By: Rotem Medzini
By restructuring governmental architectures and reshaping control mechanisms, the “modern” regulatory state has transformed how the different actors within the regulatory space structure accountability and transparency into policy instruments used to pursue public goals (Levi-Faur, 2010, 2013; Lodge, 2004; May, 2007; Salamon, 2000; Scott, 2000). Simultaneously, within the information ecosystem, while information technology companies express their informational advantage within the regulatory space algorithmically (Pasquale, 2015) and resist ‘external’ state regulation, the regulatory state manages to maintain its influence and adapts to new circumstances affected by Information and Communication Technologies (ICTs) (Braman, 2006; Castells, 2009; Keohane & Nye, 1998). In doing so, the state manages to evolve to an “informational state” where it learns to master informational power to the level of non-state actors, it learns to use the private sector to reach social goals, and it learns to support multiple state and non-state actors (Braman, 2006).

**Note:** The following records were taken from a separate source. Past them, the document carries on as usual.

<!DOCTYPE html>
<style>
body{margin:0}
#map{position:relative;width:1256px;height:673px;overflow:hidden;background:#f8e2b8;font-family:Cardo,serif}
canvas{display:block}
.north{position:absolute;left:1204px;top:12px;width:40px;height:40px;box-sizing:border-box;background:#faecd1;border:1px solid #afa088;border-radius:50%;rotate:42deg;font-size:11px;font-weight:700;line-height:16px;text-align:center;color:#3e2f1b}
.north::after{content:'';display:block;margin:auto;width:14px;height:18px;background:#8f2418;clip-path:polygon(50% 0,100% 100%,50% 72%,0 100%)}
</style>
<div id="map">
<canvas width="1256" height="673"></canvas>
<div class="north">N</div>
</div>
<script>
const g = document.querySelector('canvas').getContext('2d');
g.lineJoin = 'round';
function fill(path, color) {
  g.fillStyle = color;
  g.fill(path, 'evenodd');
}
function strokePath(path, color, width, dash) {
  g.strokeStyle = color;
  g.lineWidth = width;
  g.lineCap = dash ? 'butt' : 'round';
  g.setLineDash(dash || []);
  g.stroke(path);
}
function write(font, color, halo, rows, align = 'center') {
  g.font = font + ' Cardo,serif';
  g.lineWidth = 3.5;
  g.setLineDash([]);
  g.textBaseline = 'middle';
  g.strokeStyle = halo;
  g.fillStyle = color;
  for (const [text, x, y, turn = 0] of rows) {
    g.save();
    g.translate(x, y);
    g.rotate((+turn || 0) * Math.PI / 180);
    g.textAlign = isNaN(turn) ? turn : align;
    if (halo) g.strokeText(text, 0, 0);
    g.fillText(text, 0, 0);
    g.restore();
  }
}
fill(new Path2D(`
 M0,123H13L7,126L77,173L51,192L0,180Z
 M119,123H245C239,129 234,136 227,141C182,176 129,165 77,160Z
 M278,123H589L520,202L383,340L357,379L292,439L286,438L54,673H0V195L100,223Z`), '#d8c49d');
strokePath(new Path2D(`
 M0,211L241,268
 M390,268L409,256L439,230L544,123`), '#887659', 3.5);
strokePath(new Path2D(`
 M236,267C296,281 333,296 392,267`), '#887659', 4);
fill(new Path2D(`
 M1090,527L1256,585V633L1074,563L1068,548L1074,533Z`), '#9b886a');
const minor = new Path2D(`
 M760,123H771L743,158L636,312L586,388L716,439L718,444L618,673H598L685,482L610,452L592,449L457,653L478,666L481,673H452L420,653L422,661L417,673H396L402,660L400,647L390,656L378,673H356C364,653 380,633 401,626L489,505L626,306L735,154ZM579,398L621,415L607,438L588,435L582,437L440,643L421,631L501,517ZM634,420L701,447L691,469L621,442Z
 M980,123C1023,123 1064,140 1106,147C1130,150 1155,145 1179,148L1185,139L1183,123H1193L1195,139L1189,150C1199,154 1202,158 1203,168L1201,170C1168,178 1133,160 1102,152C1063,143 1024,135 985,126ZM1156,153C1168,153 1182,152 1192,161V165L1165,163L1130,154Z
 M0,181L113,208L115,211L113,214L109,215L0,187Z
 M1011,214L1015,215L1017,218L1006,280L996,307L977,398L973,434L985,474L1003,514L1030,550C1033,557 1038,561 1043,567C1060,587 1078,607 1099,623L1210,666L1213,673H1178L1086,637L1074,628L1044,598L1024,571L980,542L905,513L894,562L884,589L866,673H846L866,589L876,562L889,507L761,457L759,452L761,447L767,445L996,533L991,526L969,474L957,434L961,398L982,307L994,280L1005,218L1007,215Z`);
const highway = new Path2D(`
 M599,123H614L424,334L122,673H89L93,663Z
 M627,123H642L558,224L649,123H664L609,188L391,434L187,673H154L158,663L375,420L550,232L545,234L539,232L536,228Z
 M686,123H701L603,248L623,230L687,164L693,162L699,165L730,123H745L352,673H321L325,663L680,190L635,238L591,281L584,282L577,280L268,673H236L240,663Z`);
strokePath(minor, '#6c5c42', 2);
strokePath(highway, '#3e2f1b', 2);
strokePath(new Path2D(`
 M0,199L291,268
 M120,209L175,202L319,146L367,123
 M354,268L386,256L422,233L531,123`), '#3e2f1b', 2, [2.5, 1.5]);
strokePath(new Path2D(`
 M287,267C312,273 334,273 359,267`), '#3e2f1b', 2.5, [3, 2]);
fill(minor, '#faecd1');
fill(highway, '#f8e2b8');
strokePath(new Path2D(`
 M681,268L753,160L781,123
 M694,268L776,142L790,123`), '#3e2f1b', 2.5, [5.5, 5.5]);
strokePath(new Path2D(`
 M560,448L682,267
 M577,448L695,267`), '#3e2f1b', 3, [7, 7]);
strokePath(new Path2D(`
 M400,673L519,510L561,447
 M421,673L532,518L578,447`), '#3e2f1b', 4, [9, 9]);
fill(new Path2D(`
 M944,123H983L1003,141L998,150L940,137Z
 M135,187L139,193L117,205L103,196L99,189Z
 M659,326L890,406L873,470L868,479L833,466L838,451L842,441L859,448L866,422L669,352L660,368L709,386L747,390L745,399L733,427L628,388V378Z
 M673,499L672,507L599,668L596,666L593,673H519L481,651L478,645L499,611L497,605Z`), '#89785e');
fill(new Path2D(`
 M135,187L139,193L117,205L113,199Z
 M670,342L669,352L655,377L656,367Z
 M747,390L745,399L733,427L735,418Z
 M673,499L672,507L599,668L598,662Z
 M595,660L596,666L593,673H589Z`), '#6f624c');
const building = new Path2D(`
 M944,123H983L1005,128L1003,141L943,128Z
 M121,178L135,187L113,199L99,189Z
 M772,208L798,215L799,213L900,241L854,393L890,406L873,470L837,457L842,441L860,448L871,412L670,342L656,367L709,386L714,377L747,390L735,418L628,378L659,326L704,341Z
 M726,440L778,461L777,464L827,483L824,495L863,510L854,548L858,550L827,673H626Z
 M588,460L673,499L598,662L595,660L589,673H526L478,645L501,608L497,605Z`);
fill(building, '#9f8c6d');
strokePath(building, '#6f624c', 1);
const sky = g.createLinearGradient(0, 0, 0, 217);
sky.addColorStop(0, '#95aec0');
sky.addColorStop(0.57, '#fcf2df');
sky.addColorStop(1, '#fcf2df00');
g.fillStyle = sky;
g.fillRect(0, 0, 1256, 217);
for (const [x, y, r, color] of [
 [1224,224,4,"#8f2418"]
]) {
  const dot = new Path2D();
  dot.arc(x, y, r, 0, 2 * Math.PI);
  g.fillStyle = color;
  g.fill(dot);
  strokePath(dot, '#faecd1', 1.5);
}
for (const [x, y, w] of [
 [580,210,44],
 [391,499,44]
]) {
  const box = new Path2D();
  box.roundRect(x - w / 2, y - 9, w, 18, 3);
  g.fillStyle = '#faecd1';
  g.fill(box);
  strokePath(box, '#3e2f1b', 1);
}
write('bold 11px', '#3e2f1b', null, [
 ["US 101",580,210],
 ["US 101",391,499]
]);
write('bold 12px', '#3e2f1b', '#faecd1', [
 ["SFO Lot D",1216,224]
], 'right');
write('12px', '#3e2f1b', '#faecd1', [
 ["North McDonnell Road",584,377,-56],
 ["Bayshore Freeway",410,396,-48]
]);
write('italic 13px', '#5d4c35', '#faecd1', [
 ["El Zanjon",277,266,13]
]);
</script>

Therefore, the recent adoption of new policy instruments within the information ecosystem raises the question of what explains the adoption of this new regulatory strategy? Specifically, in recent years, the principle of Privacy-by-Design have been incorporated into information protection regimes ranging from the Internet and telecommunication sectors to the police and air-transportation sectors. The inclusion of this principle by both national and transnational institutions in the U.S. and the EU and the centralization of Data Protection Authorities signifies most of all a change in the trajectory of the regulatory strategy from prescriptive-based regime to a process-based regime. This research follows the rise of the information regulatory state through the inquiry into the adoption of information protection regimes and the new policy instruments used to handle the global information market. As such, the proposed PhD project offers to center on three case-studies. In parallel to the two leading information regulation regimes, this first paper offers to center on the broad European regime, while the second paper will deal with the much technology stronger American regime. The third paper offers to center on the multinational corporations and the transatlantic regulation of information.

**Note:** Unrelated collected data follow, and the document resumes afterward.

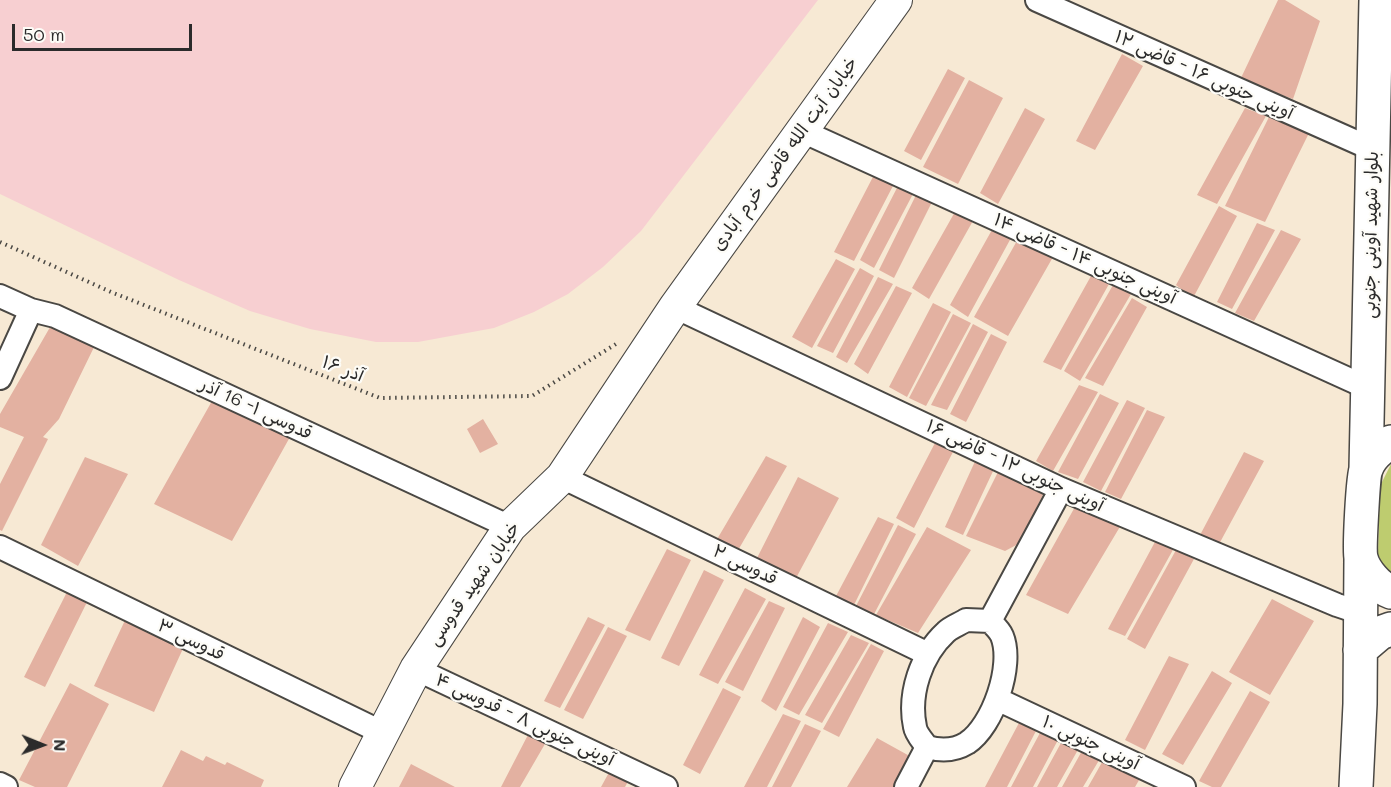 <!DOCTYPE html>
<meta charset="utf-8">
<style>
body{margin:0}
#map{position:relative;width:1391px;height:787px;overflow:hidden;background:#f7e9d4;font-family:Mali,sans-serif}
canvas{display:block}
.north{position:absolute;left:12px;top:715px;width:60px;height:60px;-webkit-text-stroke:4px #fdfcf7;paint-order:stroke;rotate:91deg;font-size:16px;font-weight:700;line-height:24px;text-align:center;color:#2b2b2b}
.north::after{content:'';display:block;margin:auto;width:21px;height:27px;background:#2b2b2b;clip-path:polygon(50% 0,100% 100%,50% 72%,0 100%)}
.scale{position:absolute;left:12px;top:24px;width:180px;height:27px;box-sizing:border-box;border:3px solid #2b2b2b;border-top:0;padding-left:8px;font-size:18px;line-height:21px;white-space:nowrap;color:#2b2b2b;-webkit-text-stroke:4px #fdfcf7;paint-order:stroke}
</style>
<div id="map">
<canvas width="1391" height="787"></canvas>
<div class="north">N</div>
<div class="scale">50 m</div>
</div>
<script>
const c = document.querySelector('canvas').getContext('2d');
c.lineJoin = 'round';
function fill(path, color) { c.fillStyle = color; c.fill(path, 'evenodd'); }
function trace(path, color, width, dash) { c.strokeStyle = color; c.lineWidth = width; c.lineCap = dash ? 'butt' : 'round'; c.setLineDash(dash || []); c.stroke(path); }
function write(font, color, halo, rows, align = 'center') {
  c.font = font + ' Mali,"Playpen Sans Arabic",sans-serif'; c.lineWidth = 4.5; c.setLineDash([]); c.textBaseline = 'middle'; c.strokeStyle = halo; c.fillStyle = color; for (const [text, x, y, turn = 0] of rows) {
    c.save(); c.translate(x, y); c.rotate((+turn || 0) * Math.PI / 180); c.textAlign = isNaN(turn) ? turn : align; if (halo) c.strokeText(text, 0, 0); c.fillText(text, 0, 0); c.restore();
  }
}
const built = new Path2D(`
 M0 0H818L641 231 603 267 568 294 534 312 494 328 418 342H376L310 329 250 311 179 280 0 194Z`);
const green = new Path2D(`
 M1391 464V572L1385 570 1378 554 1380 486Z`);
const building = new Path2D(`
 M1278 0H1285L1320 21 1293 99 1240 80Z
 M1122 54 1143 66 1095 150 1076 141Z
 M948 69 965 78 921 160 904 151Z
 M969 80 1003 98 958 184 923 167Z
 M1025 108 1045 119 998 204 980 193Z
 M1245 108 1266 116 1217 204 1197 195Z
 M1269 117 1309 133 1265 222 1225 206Z
 M875 173 895 182 854 261 834 252Z
 M899 184 914 192 874 268 860 260Z
 M917 193 932 202 894 278 879 270Z
 M1219 206 1237 216 1193 298 1176 285Z
 M956 210 974 219 929 299 912 288Z
 M1257 223 1275 230 1232 309 1217 302Z
 M993 228 1011 238 968 317 950 305Z
 M1281 230 1301 239 1254 321 1235 313Z
 M1018 239 1053 257 1008 336 974 317Z
 M836 259 855 269 812 348 792 337Z
 M860 268 874 276 833 353 817 346Z
 M1091 276 1109 284 1061 370 1043 362Z
 M878 277 893 284 847 363 836 357Z
 M1113 285 1131 294 1080 381 1064 371Z
 M896 286 912 293 868 374 854 364Z
 M1132 298 1147 307 1103 386 1085 378Z
 M933 303 951 312 907 397 889 387Z
 M953 314 971 323 926 406 909 398Z
 M53 322 97 341 59 419 43 437 48 439 2 531 0 530V484L24 437 0 427V414Z
 M973 324 988 332 947 410 931 405Z
 M991 334 1007 342 966 422 950 414Z
 M1079 385 1098 392 1053 471 1036 461Z
 M1100 394 1119 403 1078 479 1058 472Z
 M1127 400 1145 408 1101 491 1083 482Z
 M212 401 290 437 232 541 154 504Z
 M1147 410 1165 417 1121 499 1105 492Z
 M483 419 498 444 480 453 467 429Z
 M936 441 954 450 914 528 896 518Z
 M1244 452 1264 461 1218 546 1199 537Z
 M766 456 787 466 737 552 716 541Z
 M85 457 128 474 78 566 41 545Z
 M977 457 995 467 963 535 945 527Z
 M1001 466 1046 488 1020 543 1005 551 966 536Z
 M798 477 839 498 795 580 755 562Z
 M1076 505 1121 525 1068 614 1026 595Z
 M878 517 894 524 853 607 835 598Z
 M898 525 916 534 872 618 855 608Z
 M927 527 971 550 918 633 876 615Z
 M1156 540 1174 548 1125 636 1108 629Z
 M667 549 691 560 650 641 625 630Z
 M1176 550 1194 559 1145 649 1127 639Z
 M704 570 724 580 679 666 661 658Z
 M70 586 90 596 45 687 24 677Z
 M745 588 766 599 718 684 699 675Z
 M1272 599 1314 621 1270 695 1229 672Z
 M769 601 785 608 743 691 725 682Z
 M128 614 186 642 154 712 94 686Z
 M588 617 605 625 560 708 544 701Z
 M803 617 820 627 776 711 761 701Z
 M828 623 848 632 799 715 783 707Z
 M608 627 627 636 583 719 564 710Z
 M851 635 869 643 822 723 805 715Z
 M871 644 884 651 839 737 823 729Z
 M1169 656 1189 664 1145 750 1125 740Z
 M1212 671 1232 683 1183 765 1162 754Z
 M70 683 109 704 67 787H35L19 780Z
 M723 688 741 697 700 774 683 765Z
 M1250 691 1270 702 1221 787H1212L1199 781Z
 M783 714 801 721 767 787H744Z
 M1020 721 1037 729 1007 787H985Z
 M805 724 821 731 791 787H772Z
 M531 729 549 737 520 787H501Z
 M1041 731 1059 738 1033 787H1011Z
 M877 738 915 759 897 787H847Z
 M1062 741 1079 748 1057 787H1037Z
 M1083 749 1101 757 1083 787H1062Z
 M181 750 203 761 206 756 225 765 227 762 264 780 261 787H162Z
 M1105 757 1142 775 1135 787H1088Z
 M411 764 455 787H399Z
 M612 767 631 776 625 787H601Z`);
const path = new Path2D(`
 M0 242 111 292 380 398 532 396 616 344`);
const street = new Path2D(`
 M1037 0 1372 149
 M802 131 1368 388
 M0 296 31 310 55 316 510 527
 M675 307 1061 489 1337 605 1361 613
 M0 378 31 310
 M562 477 928 654
 M0 547 383 733
 M966 620 990 621C994 625 1000 631 1002 636 1014 665 993 726 967 743 954 751 941 751 927 747 923 741 916 734 915 727 908 694 921 655 946 632 951 627 960 624 966 620Z
 M990 621 1061 489
 M416 669 666 787
 M997 699 1184 787
 M0 784 6 787
 M906 787 927 747`);
const secondary = new Path2D(`
 M355 787 416 669 510 527 562 477 675 307 896 0`);
const primary = new Path2D(`
 M1391 442C1381 448 1370 457 1366 469 1363 476 1359 550 1361 558 1364 571 1379 588 1391 592
 M1366 469 1376 0
 M1360 650 1380 633 1391 629
 M1356 787 1360 704 1361 558`);
const streetNames = [
 ["آوینی جنوبی ۱۶ - قاضی ۱۲",1204,75,24],
 ["خیابان آیت الله قاضی خرم آبادی",785,154,-54],
 ["بلوار شهید آوینی جنوبی",1371,235,-89],
 ["آوینی جنوبی ۱۴ - قاضی ۱۴",1085,259,24],
 ["۱۶ آذر",343,369,21],
 ["قدوسی ۱- 16 آذر",256,409,25],
 ["آوینی جنوبی ۱۲ - قاضی ۱۶",1015,466,25],
 ["قدوسی ۲",745,565,26],
 ["خیابان شهید قدوسی",474,584,-55],
 ["قدوسی ۳",191,640,26],
 ["آوینی جنوبی ۸ - قدوسی ۴",525,720,25],
 ["آوینی جنوبی ۱۰",1091,743,25]
];
fill(built, '#f7cfd1');
fill(green, '#becc6f');
fill(building, '#e3b1a1');
trace(street, '#4a4844', 26);
trace(secondary, '#4a4844', 34);
trace(primary, '#4a4844', 36);
trace(path, '#4a4844', 4, [1.5, 4.5]);
trace(street, '#fff', 22);
trace(secondary, '#fff', 32);
trace(primary, '#fff', 33);
write('18px', '#2b2b2b', '#fdfcf7', streetNames);
</script>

The main goal of this proposed project is to explain the new strategies used to regulate ICTs, the causes for their adoption, and the effects of regulating through implementing policy instruments on cyberspace. Additionally, the proposed project adds three specific contributionsto previous research. First, the regulation of ICTs sheds light on how a regime is slowly becoming a process-based regime through the interactions amongst actors and adopting new policy instruments. Second, the proposed project contributes to the research into ICTs and algorithm-based decision making in the context of how state and non-state actors use policy instruments to regulate cyberspace. Lastly, the differences between the EU and U.S. information protection regimes provide a broader comparative perspective rarely adopted by previous investigations.